No apologies are necessary! You may have noticed peoples’ lawns looking a little wild lately. Well, there is a new trend in town and around the world, “No Mow May.” Homeowners, or anyone with a lawn, can get a break from all that effort and also do great things for the environment and do their part to tackle climate change. Simply put, stop mowing large parts of your lawn, yard, or property, and save the world!
In practice, many mow much more property than we practically utilize on a regular basis. With “No Mow May,” you can let it go and let it grow. Allowing your grasses to grow, as well as all of the associated plants that pollinators use enables ecology to do its natural best.

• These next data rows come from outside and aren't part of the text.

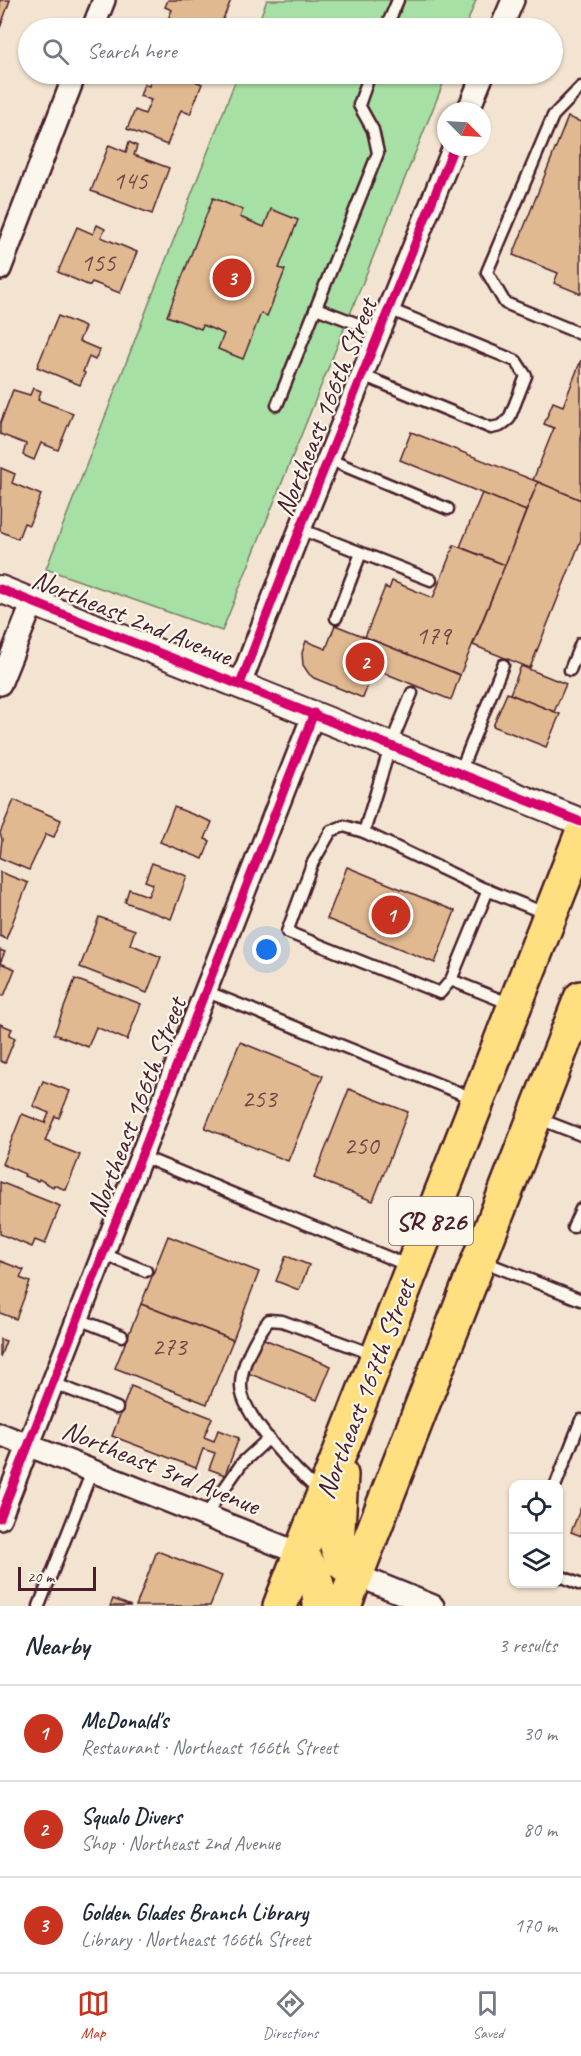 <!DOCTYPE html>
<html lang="en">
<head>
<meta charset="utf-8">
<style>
	:root { --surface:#fff; --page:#f2f2f3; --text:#1f2937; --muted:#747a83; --line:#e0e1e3; --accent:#c8321e }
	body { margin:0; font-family:Caveat,sans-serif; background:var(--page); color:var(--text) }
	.controls { position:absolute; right:18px; bottom:18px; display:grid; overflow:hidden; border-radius:12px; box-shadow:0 2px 4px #0004 }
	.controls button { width:54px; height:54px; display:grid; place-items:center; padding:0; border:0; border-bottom:2px solid var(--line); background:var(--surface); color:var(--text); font:30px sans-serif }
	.compass { position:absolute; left:437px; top:102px; width:54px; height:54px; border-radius:50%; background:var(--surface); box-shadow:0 2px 4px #0004; rotate:114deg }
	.scale { position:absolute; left:18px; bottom:15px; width:78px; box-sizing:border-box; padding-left:6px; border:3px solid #4a1f2b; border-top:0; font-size:16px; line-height:21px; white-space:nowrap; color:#4a1f2b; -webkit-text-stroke:4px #fbf7ec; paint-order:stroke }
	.you { position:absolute; left:267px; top:950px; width:21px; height:21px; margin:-15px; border:4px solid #fff; border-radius:50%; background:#1a73e8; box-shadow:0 0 0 9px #1a73e833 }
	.badge { display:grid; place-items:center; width:39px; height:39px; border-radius:50%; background:var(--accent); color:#fff; font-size:20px; font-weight:700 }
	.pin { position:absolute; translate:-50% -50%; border:3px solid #fff; box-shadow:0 2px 6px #0006 }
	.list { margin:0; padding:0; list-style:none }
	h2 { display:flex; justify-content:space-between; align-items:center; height:78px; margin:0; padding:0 24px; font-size:26px }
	h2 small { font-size:20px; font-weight:400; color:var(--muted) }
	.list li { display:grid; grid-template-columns:39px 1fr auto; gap:18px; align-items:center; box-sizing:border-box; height:96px; padding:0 24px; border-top:2px solid var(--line) }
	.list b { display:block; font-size:22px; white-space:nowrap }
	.list p { margin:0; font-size:20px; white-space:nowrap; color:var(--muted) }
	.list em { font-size:20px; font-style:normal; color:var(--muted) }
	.icon { flex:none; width:33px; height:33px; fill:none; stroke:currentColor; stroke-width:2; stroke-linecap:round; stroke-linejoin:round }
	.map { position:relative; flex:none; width:581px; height:1606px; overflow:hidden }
	.search { position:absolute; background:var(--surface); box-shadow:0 2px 4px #0004; left:18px; right:18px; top:18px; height:66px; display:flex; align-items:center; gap:15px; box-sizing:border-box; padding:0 21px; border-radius:33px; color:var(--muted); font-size:22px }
	.sheet { height:366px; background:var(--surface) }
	nav { display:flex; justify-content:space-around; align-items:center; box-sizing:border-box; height:84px; border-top:2px solid var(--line); background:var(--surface); font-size:16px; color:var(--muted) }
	nav a { display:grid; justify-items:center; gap:3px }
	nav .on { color:var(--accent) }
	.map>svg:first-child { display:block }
</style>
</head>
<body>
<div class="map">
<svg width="581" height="1606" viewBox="0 0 581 1606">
	<rect width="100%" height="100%" fill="#f3e4d1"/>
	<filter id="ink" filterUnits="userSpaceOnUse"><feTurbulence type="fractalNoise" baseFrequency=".0167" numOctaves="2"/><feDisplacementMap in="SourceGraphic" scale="12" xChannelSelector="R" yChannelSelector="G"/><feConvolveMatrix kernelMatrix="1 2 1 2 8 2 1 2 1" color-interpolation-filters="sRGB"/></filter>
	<g filter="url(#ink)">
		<g fill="#a7e0a4" stroke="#788068" stroke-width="1.5">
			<path d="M 267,0 L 476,0 L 465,28 L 256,28 Z"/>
			<path d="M 238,74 L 447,74 L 222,631 L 46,569 Z"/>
		</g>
		<g fill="#e1b991" stroke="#4a1f2b" stroke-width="1.5">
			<path d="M 0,0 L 10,0 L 0,28 Z"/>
			<path d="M 168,0 L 231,0 L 221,24 L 212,21 L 210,27 L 201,24 L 200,28 L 164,28 L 172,10 L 165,7 Z"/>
			<path d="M 154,74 L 191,74 L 195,75 L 193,80 L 202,84 L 190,114 L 181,110 L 167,145 L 127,129 L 135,110 L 145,114 L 151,100 L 140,96 L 144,84 L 149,86 Z"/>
			<path d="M 568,117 L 581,122 L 581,294 L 554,283 L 558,273 L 513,255 Z"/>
			<path d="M 129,142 L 137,146 L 134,155 L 169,168 L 152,214 L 91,191 L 109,145 L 126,152 Z"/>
			<path d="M 213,198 L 243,210 L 240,217 L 264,227 L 271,209 L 298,220 L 279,268 L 285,270 L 270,309 L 267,316 L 261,313 L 243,359 L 218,349 L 224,334 L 203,325 L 201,329 L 167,316 Z"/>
			<path d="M 97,225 L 105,229 L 101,237 L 137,252 L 120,293 L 92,282 L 90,286 L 58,272 L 77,227 L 93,234 Z"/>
			<path d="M 58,316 L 85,327 L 79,341 L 100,350 L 95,360 L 89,357 L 83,372 L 85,373 L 80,385 L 37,367 Z"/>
			<path d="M 581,360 L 581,500 L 533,480 L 554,428 L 544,424 L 553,402 L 563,406 Z"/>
			<path d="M 33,388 L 41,391 L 38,400 L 73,413 L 58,450 L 41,443 L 34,460 L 23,455 L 26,444 L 0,434 L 0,424 L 13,390 L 30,395 Z"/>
			<path d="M 411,432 L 538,482 L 526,511 L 400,460 Z"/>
			<path d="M 1,468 L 15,474 L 12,483 L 41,495 L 29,525 L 24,523 L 18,539 L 0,531 Z"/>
			<path d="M 538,482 L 581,500 L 581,540 L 530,668 L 473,645 Z"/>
			<path d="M 482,493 L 526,511 L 505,565 L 460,547 Z"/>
			<path d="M 454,545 L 505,565 L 460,675 L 365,637 L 385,587 L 389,589 L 392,581 L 433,598 Z"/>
			<path d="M 335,625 L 460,675 L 451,700 L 382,672 L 379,677 L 372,674 L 363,698 L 314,678 L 309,674 L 303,665 L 302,653 L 306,641 L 326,649 Z"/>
			<path d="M 521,666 L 566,684 L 554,712 L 510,694 Z"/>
			<path d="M 507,693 L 560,714 L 546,747 L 493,726 Z"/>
			<path d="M 14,800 L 61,820 L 54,837 L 46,834 L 29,870 L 0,858 L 2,839 L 0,833 Z"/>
			<path d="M 174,807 L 212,822 L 205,839 L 210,841 L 203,859 L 160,842 Z"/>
			<path d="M 152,863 L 187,876 L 171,919 L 125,902 L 129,889 L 148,896 L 153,884 L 145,881 Z"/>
			<path d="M 347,867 L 455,911 L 435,963 L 327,919 Z"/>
			<path d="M 0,872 L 28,883 L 6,939 L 0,936 Z"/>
			<path d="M 99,917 L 135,930 L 130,944 L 161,957 L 147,993 L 80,967 Z"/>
			<path d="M 0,950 L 5,952 L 0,963 L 15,969 L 4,996 L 0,995 Z"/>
			<path d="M 75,979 L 141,1004 L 127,1040 L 96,1027 L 88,1047 L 54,1034 Z"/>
			<path d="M 0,1024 L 12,1029 L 9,1035 L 15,1038 L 5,1063 L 0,1061 Z"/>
			<path d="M 240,1042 L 323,1076 L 288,1161 L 205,1128 Z"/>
			<path d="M 43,1081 L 70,1091 L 59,1118 L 55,1116 L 45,1141 L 80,1155 L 66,1190 L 54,1185 L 53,1187 L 39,1179 L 38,1181 L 24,1176 L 25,1174 L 2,1164 L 22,1114 L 45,1123 L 49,1113 L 33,1106 Z"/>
			<path d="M 349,1089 L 408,1112 L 373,1201 L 314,1178 Z"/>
			<path d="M 0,1182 L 60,1206 L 45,1244 L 35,1240 L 32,1247 L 0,1234 Z"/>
			<path d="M 168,1236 L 259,1272 L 233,1340 L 141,1304 Z"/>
			<path d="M 286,1256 L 309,1265 L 299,1290 L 276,1281 Z"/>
			<path d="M 0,1261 L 24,1270 L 20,1278 L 30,1282 L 16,1319 L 0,1313 Z"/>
			<path d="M 141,1304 L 233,1340 L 207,1404 L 115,1368 Z"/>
			<path d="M 259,1337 L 331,1366 L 317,1400 L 245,1372 Z"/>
			<path d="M 0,1339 L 6,1341 L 0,1357 Z"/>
			<path d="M 131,1386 L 212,1418 L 204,1437 L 214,1441 L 218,1430 L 239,1438 L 225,1475 L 209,1469 L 215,1453 L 203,1449 L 196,1468 L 112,1436 Z"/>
			<path d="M 581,1507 L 581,1536 L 571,1532 Z"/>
			<path d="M 157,1551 L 222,1576 L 210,1606 L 136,1606 Z"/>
			<path d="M 113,1599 L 131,1606 L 110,1606 Z"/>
		</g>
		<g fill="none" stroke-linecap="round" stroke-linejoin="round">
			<g stroke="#4a1f2b" stroke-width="15">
				<g id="service">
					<path d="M 386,28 L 398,0"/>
					<path d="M 581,87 L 553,116 L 487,272 L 505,303 L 581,334"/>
					<path d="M 316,308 L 379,332"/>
					<path d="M 362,375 L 491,428 L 500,426 L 509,419 L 526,376 L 516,361 L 389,309"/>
					<path d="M 277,405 L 378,153 L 373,130 L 359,105 L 370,74"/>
					<path d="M 328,459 L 448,509"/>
					<path d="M 300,529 L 431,580"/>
					<path d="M 336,618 L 361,553"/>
					<path d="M 570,670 L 581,643"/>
					<path d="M 412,693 L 391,744 L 364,832 L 482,888 L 547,914"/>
					<path d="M 460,772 L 503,665"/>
					<path d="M 364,832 L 344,826 L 331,831 L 312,864 L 287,932 L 440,993 L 451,980"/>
					<path d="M 488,890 L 451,980 L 513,1005"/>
					<path d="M 205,991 L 475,1099"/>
					<path d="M 537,1118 L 581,1135"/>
					<path d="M 141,1156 L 409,1266"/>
					<path d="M 573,1227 L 581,1209"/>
					<path d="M 103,1254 L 146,1271"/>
					<path d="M 482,1261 L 581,1300"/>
					<path d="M 78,1319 L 122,1336"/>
					<path d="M 53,1383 L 117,1408"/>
					<path d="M 556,1484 L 581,1420"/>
					<path d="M 321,1493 C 299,1474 242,1417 241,1387 C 240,1366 256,1336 269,1320 L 282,1321 L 375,1355"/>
					<path d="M 205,1516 L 242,1463 L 269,1438"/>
					<path d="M 558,1575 L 581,1585"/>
					<path d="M 39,1606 L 92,1471"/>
				</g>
			</g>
			<g stroke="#4a1f2b" stroke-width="26">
				<g id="minor">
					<path d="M 93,28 L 104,0"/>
					<path d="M 501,28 L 513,0"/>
					<path d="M 468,111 L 483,74"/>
					<path d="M 0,269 L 75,74"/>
					<path d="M 0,684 L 33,602"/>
					<path d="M 240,684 L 300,529 L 454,147"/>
					<path d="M 0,1434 L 301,1554"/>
					<path d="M 0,1518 L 314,713"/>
					<path d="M 356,1575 L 433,1606"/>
				</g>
			</g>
			<g stroke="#4a1f2b" stroke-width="30">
				<path id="tertiary" d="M 0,589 L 581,822"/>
			</g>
			<g stroke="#4a1f2b" stroke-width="38">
				<g id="primary">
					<path d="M 341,1475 L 337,1546 L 343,1563 L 356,1575"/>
					<path d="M 301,1554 C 314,1571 319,1584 320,1606"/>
					<path d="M 280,1606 L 581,836"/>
					<path d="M 344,1606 L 581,998"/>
				</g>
			</g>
			<use href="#service" stroke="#fbf7ec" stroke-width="10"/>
			<use href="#minor" stroke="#fbf7ec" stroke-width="21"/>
			<use href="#tertiary" stroke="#fbf7ec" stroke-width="26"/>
			<use href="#primary" stroke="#ffdf80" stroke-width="33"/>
			<g stroke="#fbf7ec" stroke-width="13">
				<g id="cycleway">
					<path d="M 0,589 L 581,822"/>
					<path d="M 240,684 L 300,529 L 454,147"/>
					<path d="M 0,1518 L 314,713"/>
				</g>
			</g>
			<use href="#cycleway" stroke="#d6006c" stroke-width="9"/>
		</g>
	</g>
	<g text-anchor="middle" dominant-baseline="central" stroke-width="4.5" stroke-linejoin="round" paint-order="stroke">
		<g font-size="26" fill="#704644">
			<text x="130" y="180">145</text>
			<text x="98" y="262">155</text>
			<text x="433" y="635">179</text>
			<text x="259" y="1098">253</text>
			<text x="361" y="1145">250</text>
			<text x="169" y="1346">273</text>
		</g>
		<rect fill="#fbf7ec" stroke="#7f6065" stroke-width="1.5" x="389" y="1197" width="84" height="48" rx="4.5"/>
		<g font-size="27" font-weight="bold" fill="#4a1f2b">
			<text x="431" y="1221">SR 826</text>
		</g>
		<g font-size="28" fill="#4a1f2b" stroke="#fbf7ec">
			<text transform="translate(325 407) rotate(-68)">Northeast 166th Street</text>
			<text transform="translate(132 617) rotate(22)">Northeast 2nd Avenue</text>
			<text transform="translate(136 1107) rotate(-69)">Northeast 166th Street</text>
			<text transform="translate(365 1389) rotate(-69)">Northeast 167th Street</text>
			<text transform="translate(161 1467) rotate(22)">Northeast 3rd Avenue</text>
		</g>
	</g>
</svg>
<div class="controls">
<button><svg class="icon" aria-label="locate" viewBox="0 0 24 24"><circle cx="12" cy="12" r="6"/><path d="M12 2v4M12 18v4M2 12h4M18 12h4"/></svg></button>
<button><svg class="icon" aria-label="layers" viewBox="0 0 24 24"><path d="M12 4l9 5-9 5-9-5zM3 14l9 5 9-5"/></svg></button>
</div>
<svg class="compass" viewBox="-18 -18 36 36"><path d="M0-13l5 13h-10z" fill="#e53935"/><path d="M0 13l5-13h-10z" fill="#747a83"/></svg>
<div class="scale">20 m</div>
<div class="you"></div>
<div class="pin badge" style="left:391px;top:915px">1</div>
<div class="pin badge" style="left:365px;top:662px">2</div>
<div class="pin badge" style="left:232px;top:278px">3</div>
<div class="search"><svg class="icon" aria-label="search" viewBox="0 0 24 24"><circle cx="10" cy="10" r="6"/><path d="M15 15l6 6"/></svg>Search here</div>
</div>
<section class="sheet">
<h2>Nearby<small>3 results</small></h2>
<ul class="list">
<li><span class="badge">1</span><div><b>McDonald's</b><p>Restaurant · Northeast 166th Street</p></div><em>30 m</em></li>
<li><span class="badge">2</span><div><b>Squalo Divers</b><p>Shop · Northeast 2nd Avenue</p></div><em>80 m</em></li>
<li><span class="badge">3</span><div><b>Golden Glades Branch Library</b><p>Library · Northeast 166th Street</p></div><em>170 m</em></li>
</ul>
</section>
<nav>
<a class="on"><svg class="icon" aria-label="map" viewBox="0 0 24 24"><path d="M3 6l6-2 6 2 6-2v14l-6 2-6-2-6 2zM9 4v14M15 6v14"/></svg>Map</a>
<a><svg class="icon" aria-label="directions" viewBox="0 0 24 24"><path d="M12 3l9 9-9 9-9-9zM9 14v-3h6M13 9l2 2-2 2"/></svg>Directions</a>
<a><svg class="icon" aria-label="saved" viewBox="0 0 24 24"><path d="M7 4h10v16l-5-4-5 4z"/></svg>Saved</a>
</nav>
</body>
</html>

Clover and Dandelions become our friends. Untold creatures utilize dirt and grass and nutrients when we stop mowing, and it creates a healthier environment for humans. A bonus effect is the reduced use of fertilizers, pesticides, and herbicides that can leach into our groundwater (i.e., drinking water) and our food via farm fields, as well as possibly harming our wholeheartedly loved pets. The birds and the bees want us to do it naturally!
Another approach is to mow the areas you actually use and leave the rest alone. You can mow a couple of times a year or once a month. For those concerned about ticks – you would mow paths wide enough that a person would not brush against the tall grass and endanger themselves when walking. (And remember, you can also make “tick tubes” with Picaridin, NOT Permethrin). When my mower broke one year, I had such a menagerie of life in my grass; every day was an adventure for my kids and me. So don’t be shy, don’t be embarrassed, and don’t apologize! Be proud to do your part for the environment and restore “Wild Gardiner” to its natural state. Maybe those hippies were onto something.
“The suburbs are designed to hide the workings of the natural world.” – Bill McKibben, founder of 360.org
Here is how I do mine: I keep the front yard mowed once a month because it is my septic field, I lay about two feet of mulch around the foundation of my house and mow a wide path around that. In the back and a wide path from the deck to the pool, shed, etc. and around the pool and shed and well. I was able to leave a large section unmowed which provided me a bit more privacy and increased the bird population. I’m going to try to not mow until fall when I mulch the leaves. Now that my kids are older and don’t use the yard, I may decide to just let the trees grow there and stop mowing it completely as it’s extra work and never used.